Here is an example: The other day, older kids slipped on the ice and banged her hip. DH had had both kids in the car in the driveway on the way to errands and he sent No. 1 back in to get something, and she banged her hip pretty badly as she fell. He got out of the car, picked up the kid and brought her in to me wailing. As I tried to tend to her, next thing I know, he's back in with our 3 y.o. wailing, either because she was worried about No. 1 or she was left alone in the car for a minute or she figured out I was in the house without her. Whatever. Dh dropped the kids and went to do the quick thing he had to do. He could not stay, and I agreed. I could not soothe either, or the other would wail harder. I finally realized neither was going to die, and I just stood there laughing at the ridiculousness of the situation. I actually grabbed my phone to film the scene to show DH what he had left me with. then they stopped crying. Until I put the phone back down, and they started wailing again. I couldn't win, but the time was finite.

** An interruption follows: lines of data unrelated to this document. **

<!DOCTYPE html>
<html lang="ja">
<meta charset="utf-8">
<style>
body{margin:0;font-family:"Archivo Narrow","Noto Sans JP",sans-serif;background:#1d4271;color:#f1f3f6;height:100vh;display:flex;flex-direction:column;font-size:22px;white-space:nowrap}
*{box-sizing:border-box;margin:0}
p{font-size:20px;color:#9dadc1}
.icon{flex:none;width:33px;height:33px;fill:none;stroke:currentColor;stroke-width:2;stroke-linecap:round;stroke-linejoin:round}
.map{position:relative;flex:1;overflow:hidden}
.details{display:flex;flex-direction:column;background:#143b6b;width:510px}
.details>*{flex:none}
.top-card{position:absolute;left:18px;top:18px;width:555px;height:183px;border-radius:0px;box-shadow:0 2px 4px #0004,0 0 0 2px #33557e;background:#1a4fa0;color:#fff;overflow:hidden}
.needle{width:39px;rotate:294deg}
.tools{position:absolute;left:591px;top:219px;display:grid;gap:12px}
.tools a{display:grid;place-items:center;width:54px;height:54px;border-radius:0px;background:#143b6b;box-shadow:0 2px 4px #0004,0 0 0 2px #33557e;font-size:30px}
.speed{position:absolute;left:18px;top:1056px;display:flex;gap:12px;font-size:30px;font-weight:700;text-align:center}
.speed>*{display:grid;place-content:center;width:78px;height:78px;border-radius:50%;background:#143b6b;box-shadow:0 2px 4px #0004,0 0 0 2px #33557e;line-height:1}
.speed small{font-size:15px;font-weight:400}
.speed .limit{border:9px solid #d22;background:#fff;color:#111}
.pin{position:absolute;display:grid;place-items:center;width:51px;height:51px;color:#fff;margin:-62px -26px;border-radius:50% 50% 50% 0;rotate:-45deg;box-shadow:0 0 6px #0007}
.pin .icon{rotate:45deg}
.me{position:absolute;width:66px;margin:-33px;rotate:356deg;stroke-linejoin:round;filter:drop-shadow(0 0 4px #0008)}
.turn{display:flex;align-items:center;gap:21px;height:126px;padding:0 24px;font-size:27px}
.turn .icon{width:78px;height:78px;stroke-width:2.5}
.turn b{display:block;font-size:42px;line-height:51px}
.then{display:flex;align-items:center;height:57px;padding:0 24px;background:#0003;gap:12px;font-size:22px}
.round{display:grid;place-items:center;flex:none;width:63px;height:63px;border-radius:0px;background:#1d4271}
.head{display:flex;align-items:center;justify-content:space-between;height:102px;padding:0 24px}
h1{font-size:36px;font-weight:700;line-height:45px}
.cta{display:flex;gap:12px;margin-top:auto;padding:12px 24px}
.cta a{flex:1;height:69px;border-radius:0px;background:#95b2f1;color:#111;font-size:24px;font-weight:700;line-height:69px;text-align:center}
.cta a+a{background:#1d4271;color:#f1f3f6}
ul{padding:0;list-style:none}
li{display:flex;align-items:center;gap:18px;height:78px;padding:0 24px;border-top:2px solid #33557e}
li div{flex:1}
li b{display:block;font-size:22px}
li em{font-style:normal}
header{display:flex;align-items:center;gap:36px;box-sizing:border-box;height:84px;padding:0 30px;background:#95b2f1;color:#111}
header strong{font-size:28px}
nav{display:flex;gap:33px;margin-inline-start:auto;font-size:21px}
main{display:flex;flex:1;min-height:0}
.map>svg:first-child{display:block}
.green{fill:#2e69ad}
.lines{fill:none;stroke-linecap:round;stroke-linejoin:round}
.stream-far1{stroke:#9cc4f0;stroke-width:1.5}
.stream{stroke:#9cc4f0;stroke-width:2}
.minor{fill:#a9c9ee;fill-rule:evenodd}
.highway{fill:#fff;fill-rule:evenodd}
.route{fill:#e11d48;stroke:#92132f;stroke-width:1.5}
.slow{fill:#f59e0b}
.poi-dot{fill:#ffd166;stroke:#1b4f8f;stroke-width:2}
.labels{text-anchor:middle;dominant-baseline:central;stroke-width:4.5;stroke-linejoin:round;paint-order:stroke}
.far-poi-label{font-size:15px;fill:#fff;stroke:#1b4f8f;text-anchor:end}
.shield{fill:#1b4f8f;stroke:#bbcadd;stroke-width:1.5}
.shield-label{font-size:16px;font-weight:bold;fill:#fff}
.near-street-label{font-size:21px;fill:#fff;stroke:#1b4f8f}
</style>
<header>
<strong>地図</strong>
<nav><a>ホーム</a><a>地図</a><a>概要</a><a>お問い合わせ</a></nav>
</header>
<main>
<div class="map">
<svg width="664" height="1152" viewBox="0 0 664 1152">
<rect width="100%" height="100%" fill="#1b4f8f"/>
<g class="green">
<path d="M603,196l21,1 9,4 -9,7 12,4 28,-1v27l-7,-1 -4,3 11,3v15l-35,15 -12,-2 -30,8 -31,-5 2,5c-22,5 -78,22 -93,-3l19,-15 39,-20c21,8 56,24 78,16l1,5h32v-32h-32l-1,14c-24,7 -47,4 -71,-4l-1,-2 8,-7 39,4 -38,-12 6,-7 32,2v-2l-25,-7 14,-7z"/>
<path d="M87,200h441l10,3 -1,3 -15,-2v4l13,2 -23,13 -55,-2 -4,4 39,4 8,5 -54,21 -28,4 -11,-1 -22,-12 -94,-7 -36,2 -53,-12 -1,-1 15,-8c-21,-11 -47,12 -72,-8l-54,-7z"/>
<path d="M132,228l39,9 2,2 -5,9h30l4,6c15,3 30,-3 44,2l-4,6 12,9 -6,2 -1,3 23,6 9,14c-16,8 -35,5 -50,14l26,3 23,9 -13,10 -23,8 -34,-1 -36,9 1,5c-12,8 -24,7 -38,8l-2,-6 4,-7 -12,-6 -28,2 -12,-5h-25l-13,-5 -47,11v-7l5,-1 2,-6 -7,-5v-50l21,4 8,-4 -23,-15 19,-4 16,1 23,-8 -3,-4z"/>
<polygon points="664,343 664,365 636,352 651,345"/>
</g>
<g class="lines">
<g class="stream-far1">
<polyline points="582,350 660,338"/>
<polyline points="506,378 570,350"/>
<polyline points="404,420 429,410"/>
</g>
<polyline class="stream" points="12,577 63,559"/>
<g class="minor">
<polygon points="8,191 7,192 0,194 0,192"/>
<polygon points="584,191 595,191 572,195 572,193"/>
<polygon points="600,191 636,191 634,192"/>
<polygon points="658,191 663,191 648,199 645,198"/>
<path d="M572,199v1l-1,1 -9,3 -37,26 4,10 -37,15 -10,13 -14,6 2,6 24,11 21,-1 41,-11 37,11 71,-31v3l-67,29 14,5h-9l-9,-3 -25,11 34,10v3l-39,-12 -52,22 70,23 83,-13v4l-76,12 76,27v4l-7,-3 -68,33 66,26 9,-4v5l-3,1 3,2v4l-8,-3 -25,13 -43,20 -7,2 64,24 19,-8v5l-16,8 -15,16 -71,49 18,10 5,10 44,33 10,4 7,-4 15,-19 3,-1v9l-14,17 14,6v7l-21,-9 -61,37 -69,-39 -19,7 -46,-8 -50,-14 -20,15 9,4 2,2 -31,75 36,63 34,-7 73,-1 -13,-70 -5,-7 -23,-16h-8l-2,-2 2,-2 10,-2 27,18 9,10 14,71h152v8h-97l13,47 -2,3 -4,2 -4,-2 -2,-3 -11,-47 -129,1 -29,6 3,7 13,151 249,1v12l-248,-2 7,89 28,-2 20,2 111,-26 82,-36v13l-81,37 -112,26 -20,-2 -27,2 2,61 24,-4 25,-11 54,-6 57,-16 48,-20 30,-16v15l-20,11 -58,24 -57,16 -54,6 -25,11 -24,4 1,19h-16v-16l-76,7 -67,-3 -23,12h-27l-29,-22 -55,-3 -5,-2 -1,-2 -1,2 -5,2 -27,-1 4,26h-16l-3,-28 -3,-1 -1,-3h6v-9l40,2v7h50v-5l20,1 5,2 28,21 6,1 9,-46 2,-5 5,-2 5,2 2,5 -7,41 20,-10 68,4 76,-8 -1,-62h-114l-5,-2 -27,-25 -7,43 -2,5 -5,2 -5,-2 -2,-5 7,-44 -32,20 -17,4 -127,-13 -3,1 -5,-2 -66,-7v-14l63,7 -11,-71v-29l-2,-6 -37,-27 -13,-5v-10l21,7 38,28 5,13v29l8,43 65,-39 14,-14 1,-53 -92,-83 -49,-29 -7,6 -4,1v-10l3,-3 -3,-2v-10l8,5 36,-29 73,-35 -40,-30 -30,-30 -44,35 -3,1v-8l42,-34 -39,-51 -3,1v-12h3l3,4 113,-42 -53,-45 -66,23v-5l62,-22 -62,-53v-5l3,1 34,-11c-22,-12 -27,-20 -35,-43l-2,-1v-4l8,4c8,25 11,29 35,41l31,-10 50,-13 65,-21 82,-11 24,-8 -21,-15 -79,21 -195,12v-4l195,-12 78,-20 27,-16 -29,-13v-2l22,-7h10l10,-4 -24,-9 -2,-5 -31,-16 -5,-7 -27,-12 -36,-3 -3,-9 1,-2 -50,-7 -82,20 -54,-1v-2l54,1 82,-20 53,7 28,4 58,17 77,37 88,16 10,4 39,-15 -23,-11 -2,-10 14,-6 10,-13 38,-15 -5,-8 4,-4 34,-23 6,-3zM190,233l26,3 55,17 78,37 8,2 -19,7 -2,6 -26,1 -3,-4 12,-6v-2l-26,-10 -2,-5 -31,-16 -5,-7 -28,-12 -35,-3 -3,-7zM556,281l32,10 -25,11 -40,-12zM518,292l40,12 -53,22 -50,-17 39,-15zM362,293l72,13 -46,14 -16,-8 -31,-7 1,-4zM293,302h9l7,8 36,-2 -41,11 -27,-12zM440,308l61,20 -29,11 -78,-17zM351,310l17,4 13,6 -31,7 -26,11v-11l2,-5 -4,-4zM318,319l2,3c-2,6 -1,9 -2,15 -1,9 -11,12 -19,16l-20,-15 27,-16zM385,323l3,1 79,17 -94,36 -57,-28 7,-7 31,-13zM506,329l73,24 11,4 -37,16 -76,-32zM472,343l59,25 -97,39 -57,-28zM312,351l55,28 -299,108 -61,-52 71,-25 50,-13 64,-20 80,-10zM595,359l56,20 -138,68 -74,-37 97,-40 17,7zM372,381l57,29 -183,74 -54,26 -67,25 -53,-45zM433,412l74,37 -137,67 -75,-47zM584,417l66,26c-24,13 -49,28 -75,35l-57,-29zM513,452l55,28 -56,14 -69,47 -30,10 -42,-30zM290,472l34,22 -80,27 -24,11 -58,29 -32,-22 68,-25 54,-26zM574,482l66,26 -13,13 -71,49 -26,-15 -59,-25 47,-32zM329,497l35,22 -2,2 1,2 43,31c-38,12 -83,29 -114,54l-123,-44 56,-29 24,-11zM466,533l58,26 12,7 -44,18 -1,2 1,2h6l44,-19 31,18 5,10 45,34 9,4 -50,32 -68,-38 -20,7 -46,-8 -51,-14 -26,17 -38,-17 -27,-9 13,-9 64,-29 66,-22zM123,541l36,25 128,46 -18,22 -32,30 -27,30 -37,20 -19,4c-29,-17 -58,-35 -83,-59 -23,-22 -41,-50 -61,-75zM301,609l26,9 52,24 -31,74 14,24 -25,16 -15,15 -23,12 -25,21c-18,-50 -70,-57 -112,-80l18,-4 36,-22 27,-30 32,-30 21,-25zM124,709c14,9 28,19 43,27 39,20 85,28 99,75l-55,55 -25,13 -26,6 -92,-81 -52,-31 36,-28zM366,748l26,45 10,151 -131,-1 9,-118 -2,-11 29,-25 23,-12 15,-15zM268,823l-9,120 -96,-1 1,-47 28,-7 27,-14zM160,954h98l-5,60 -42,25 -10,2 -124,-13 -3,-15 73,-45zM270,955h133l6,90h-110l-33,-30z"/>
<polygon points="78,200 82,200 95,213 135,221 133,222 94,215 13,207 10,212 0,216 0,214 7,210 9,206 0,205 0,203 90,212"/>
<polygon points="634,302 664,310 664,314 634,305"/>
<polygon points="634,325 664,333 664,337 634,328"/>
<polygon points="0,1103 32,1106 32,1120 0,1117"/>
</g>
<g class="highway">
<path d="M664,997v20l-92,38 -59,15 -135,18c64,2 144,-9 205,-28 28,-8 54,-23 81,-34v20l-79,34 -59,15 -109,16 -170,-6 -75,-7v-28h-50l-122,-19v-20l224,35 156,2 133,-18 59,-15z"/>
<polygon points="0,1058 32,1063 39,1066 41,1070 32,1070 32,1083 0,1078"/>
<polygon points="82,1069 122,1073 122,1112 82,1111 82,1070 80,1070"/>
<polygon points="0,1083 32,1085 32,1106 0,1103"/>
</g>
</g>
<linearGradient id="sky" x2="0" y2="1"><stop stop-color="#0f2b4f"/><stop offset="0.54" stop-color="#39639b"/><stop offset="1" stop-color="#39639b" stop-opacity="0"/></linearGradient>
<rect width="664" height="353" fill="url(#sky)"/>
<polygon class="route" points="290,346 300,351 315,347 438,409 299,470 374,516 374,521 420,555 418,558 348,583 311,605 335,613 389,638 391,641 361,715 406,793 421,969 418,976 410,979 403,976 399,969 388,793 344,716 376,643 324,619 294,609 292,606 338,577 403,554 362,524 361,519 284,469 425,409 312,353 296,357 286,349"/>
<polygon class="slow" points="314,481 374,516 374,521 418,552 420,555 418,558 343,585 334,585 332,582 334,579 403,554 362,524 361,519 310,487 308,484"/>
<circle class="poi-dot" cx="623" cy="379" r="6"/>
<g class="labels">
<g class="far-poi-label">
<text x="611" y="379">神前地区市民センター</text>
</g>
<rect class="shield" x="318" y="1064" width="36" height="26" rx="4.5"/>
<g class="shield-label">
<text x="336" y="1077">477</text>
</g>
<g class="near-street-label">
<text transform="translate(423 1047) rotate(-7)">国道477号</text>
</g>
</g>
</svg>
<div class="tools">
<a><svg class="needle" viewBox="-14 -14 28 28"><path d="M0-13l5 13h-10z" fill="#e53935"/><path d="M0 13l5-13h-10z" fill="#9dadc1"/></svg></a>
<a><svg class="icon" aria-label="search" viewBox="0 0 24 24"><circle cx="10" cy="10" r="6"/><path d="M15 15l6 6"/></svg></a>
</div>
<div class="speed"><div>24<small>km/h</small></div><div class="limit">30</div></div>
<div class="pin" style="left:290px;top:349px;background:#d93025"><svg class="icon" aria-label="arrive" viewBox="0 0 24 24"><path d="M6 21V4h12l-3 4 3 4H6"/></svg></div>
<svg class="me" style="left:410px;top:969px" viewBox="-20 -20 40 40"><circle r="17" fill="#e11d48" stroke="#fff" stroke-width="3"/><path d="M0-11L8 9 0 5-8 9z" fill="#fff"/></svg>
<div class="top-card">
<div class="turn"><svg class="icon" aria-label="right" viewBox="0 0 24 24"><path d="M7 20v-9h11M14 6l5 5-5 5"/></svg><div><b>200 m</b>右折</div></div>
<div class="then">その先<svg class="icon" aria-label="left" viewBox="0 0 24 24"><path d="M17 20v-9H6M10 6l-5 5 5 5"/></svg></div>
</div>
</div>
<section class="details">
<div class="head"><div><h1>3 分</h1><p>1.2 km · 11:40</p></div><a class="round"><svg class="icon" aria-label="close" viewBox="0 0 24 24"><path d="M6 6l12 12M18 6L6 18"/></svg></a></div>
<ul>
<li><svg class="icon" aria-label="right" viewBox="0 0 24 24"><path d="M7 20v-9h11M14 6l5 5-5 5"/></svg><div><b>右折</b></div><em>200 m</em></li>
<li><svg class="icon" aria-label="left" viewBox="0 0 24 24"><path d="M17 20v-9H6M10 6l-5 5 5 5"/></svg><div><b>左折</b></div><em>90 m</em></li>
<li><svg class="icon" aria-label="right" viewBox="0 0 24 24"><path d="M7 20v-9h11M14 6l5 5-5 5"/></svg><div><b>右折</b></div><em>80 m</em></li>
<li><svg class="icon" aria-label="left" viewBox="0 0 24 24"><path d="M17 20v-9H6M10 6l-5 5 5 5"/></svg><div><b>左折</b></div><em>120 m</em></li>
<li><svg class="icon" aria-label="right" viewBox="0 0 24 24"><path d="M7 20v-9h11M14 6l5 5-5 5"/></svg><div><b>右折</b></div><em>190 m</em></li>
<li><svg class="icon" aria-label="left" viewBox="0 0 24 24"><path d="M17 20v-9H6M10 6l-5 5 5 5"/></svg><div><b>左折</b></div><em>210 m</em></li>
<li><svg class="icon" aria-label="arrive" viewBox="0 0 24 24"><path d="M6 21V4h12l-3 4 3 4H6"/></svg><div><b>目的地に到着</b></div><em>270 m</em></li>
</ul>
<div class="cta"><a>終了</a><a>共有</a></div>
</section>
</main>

Years ago, I would have been crying myself, thinking I had to resolve the situation and not being able to. Now, I just recognize I can't do it all, and muddling through is good enough.

As for the age, it depends on your 3 y.o, but I do think it is one of the cutest ages, albeit prone to emotional outbursts. When I was struggling when No. 1 was three, I tried to keep a log of 3 good things that happened each day. trying to get the positive mindset back. Try hugging everyone in your family just for the heck of it at least once a day. Hold on, even if the only one who will hug back is your husband. It will help you feel more connected.


Good luck!

It doesn't have to do with your 3 year old. It has to do with how you deal with them.
Anonymous
I'm sorry OP. You (and your DH) really need to see a therapist or counselor who can help you deal with your life and the kids. It sounds like the kids are out of control and you are depressed.

Not everyone was cut out to be parent, my Mom wasn't, but you can get help now, unlike in the old days.